Baumann, unquestionably among the most well-travelled members of the Olympic Movement, had accepted an invite to be the IOC face at a demonstration of sport climbing.
Many thought this encapsulated his personality and character perfectly. Despite being rushed off his feet with meeting after meeting here, and after catching up with a vast spectrum of people connected to his various roles, he simply could not say no.
The same could also be said of his email reply. Many of the IOC membership will not give the media the time of day – some even have open disdain for us – but, to me anyway, Baumann was not one of them.
The IOC member, International Basketball Federation (FIBA) secretary general and Global Association of International Sports Federations President would always be willing to answer questions, either electronically or in person, about a range of subjects related to the Movement.
Sometimes he would decline to comment publicly but he would still stop and chat about general goings on in sport if you saw him in a lobby or outside a meeting room.
We did not agree on everything, particularly in the fallout to the Russian doping scandal, but every time you talked to him you felt like he was treating you with respect.
With his multitude of roles, Baumann encountered pretty much everybody within this rather insular world and was seen as someone who could help both a smaller federation and IOC President Thomas Bach himself with equal vivacity and aplomb.
The Swiss, also a member of the World Anti-Doping Agency (WADA) Executive Committee and the chairperson of the Coordination Commission for the Los Angeles 2028 Olympics, was clearly a skilled administrator and it is little wonder he was tipped as a potential IOC President in the future.

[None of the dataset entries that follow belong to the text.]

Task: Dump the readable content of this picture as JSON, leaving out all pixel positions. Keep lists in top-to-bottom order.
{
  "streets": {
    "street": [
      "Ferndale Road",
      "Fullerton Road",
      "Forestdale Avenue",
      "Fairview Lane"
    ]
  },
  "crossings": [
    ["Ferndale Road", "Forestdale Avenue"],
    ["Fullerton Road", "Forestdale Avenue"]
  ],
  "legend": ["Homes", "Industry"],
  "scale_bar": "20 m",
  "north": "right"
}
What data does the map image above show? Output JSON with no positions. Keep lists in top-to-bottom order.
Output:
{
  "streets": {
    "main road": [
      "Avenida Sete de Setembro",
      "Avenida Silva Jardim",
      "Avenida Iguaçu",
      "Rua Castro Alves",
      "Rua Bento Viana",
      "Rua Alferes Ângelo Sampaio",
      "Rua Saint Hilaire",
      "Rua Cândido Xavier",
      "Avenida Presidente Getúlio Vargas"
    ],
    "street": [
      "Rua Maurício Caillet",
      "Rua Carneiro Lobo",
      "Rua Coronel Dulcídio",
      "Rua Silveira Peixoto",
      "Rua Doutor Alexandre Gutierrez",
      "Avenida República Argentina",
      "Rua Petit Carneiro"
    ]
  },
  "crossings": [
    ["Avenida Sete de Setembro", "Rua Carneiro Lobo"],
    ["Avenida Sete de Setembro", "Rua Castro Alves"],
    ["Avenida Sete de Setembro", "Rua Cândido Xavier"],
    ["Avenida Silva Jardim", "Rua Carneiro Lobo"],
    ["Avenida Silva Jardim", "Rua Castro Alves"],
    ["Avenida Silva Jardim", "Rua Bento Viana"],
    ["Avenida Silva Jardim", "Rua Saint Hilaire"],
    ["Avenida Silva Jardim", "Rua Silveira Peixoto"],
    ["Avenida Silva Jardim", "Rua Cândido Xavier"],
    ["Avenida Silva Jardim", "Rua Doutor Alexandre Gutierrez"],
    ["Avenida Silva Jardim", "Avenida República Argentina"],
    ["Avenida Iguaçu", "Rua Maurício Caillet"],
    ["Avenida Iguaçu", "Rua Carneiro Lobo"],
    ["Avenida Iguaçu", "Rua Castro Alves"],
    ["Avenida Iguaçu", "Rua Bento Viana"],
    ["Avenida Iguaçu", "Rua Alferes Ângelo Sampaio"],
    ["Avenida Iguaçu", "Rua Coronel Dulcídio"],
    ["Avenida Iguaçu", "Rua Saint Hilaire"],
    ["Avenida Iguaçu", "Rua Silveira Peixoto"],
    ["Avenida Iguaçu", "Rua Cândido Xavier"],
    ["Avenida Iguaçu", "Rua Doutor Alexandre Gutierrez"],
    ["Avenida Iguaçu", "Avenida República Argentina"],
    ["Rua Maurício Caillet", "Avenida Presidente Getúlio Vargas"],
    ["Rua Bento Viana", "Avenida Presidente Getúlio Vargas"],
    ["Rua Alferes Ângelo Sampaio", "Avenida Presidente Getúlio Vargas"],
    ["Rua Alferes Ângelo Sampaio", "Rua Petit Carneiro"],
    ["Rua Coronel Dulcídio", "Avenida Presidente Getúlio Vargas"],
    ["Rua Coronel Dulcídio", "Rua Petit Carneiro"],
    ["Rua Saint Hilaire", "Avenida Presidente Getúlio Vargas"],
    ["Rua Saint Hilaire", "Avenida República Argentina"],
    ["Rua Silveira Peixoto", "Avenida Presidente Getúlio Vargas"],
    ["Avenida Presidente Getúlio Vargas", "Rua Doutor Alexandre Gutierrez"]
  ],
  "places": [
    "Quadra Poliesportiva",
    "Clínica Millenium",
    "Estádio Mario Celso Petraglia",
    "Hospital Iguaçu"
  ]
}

His influence in 3x3 basketball gaining a place on the Olympic programme at Tokyo 2020 also cannot be underestimated and was used as an example of his tact by both Bach and FIBA President Horacio Muratore during a memorial service fittingly held on the 3x3 court on the Urban Park here yesterday night.
It is for these reasons, and many others, that his sudden, tragic death prompted such an outpouring of emotion and condolence from every corner of the Olympic Movement.
The tributes sent by the likes of Bach, Los Angeles Mayor Eric Garcetti and several representatives of the basketball world made for a chorus of appreciation for a man many called a "great and inspirational leader".
Baumann, President of the Lausanne 2020 Winter Youth Olympic Games Organising Committee, was also clearly well-liked by IOC staffers, who appeared visibly emotional after returning to the hotel following the memorial service.
They said he was among their favourite members as he would always exchange a nod or a "hello" to them at Sessions and other meetings while his counterparts often blanked their very existence.
The IOC hotel was a sombre place yesterday morning as those members still in the Argentine capital filtered through to breakfast having been made aware of the terrible news from the evening before.
After the ceremony, members, FIBA representatives and other IOC staffers then returned to celebrate his life, no doubt recounting stories of their favourite Baumann memories long into the night.
"This is what Patrick would want us to do," Bach said in a speech at the service, attended by so many that the entire 3x3 court was full to capacity.
"We are grateful for his legacy.
"We feel privileged to have had him among us and to call him a friend."
Not only do people come together in times of grief - that was certainly the case here yesterday - but a death as unexpected as Baumann's gives us the chance to reflect on our own lives.
It also puts the squabbling and bitter fighting between athlete representatives at the IOC and WADA, and other sporting feuds which have risen to the surface and beyond in recent years, into perspective.
Baumann may have been among those to lead the charge for Russian reinstatement, a decision which sparked a response from athletes which bordered on revolution, but even those who have been at odds with his views and actions during the fallout to the scandal lined up to pay their respects.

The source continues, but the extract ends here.